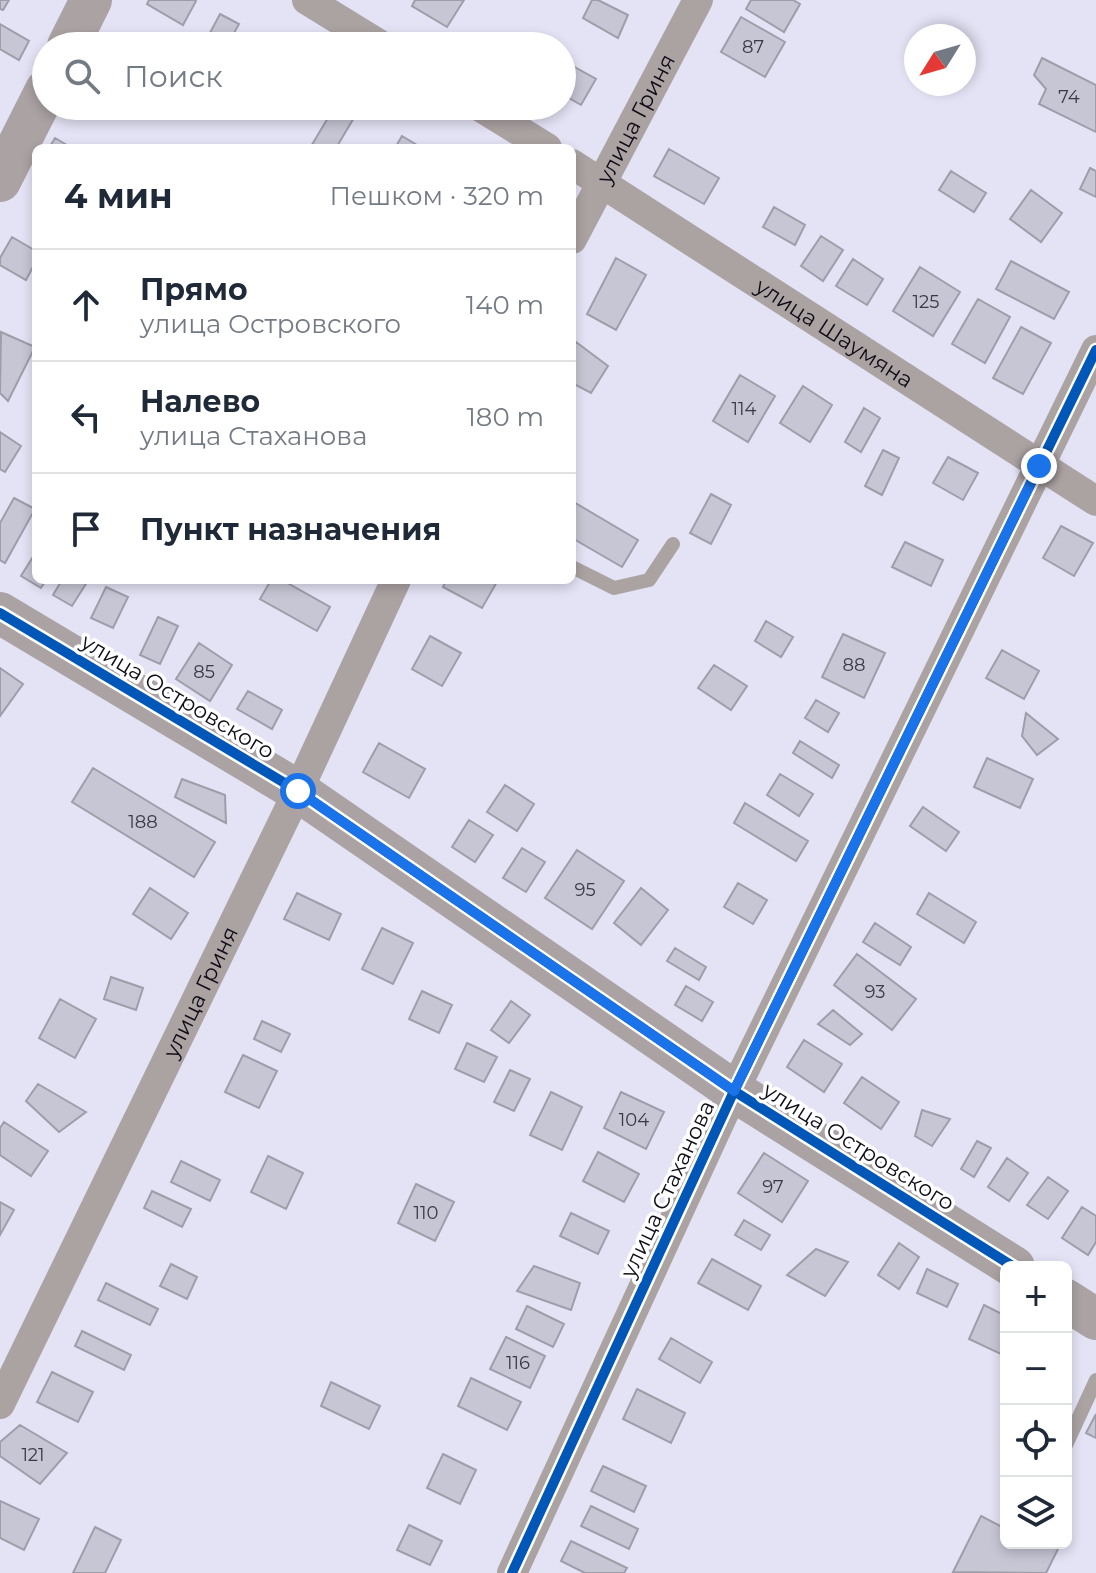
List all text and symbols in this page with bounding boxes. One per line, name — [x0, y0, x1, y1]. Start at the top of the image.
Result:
north arrow — [904, 24, 976, 96]
search box — [32, 32, 576, 120]
house number: 87 — [742, 36, 764, 58]
street label: улица Гриня — [590, 49, 681, 189]
icon: search — [60, 54, 104, 98]
text: Поиск — [124, 58, 223, 95]
house number: 74 — [1058, 86, 1080, 108]
text: 4 мин — [64, 175, 173, 217]
text: Пешком · 320 m — [330, 180, 544, 212]
text: Прямо — [140, 271, 248, 308]
street label: улица Шаумяна — [749, 272, 918, 394]
icon: ahead — [64, 283, 108, 327]
text: 140 m — [466, 289, 544, 321]
house number: 125 — [913, 291, 939, 313]
text: улица Островского — [140, 308, 401, 340]
text: Налево — [140, 383, 260, 420]
icon: left — [64, 395, 108, 439]
house number: 114 — [732, 398, 757, 420]
text: 180 m — [466, 401, 544, 433]
text: улица Стаханова — [140, 420, 367, 452]
route end — [1021, 448, 1057, 484]
icon: arrive — [64, 507, 108, 551]
text: Пункт назначения — [140, 511, 441, 548]
street label: улица Островского — [75, 627, 279, 765]
house number: 88 — [843, 654, 865, 676]
house number: 85 — [193, 661, 215, 683]
route start — [280, 773, 316, 809]
house number: 188 — [128, 811, 158, 833]
house number: 95 — [574, 879, 596, 901]
street label: улица Гриня — [157, 922, 244, 1063]
house number: 93 — [865, 981, 885, 1003]
street label: улица Островского — [757, 1076, 960, 1216]
street label: улица Стаханова — [614, 1096, 720, 1283]
house number: 104 — [619, 1109, 649, 1131]
house number: 97 — [762, 1176, 784, 1198]
house number: 110 — [414, 1202, 438, 1224]
map controls — [1000, 1261, 1072, 1549]
button: + — [1000, 1261, 1072, 1333]
button: − — [1000, 1333, 1072, 1405]
house number: 116 — [506, 1352, 530, 1374]
button: locate — [1000, 1405, 1072, 1477]
house number: 121 — [21, 1444, 45, 1466]
button: layers — [1000, 1477, 1072, 1549]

::::

**Instructions for the task**
Please go through the material and return each line where the word "label" appears.

**Written solution**
street label: улица Гриня — [590, 49, 681, 189]
street label: улица Шаумяна — [749, 272, 918, 394]
street label: улица Островского — [75, 627, 279, 765]
street label: улица Гриня — [157, 922, 244, 1063]
street label: улица Островского — [757, 1076, 960, 1216]
street label: улица Стаханова — [614, 1096, 720, 1283]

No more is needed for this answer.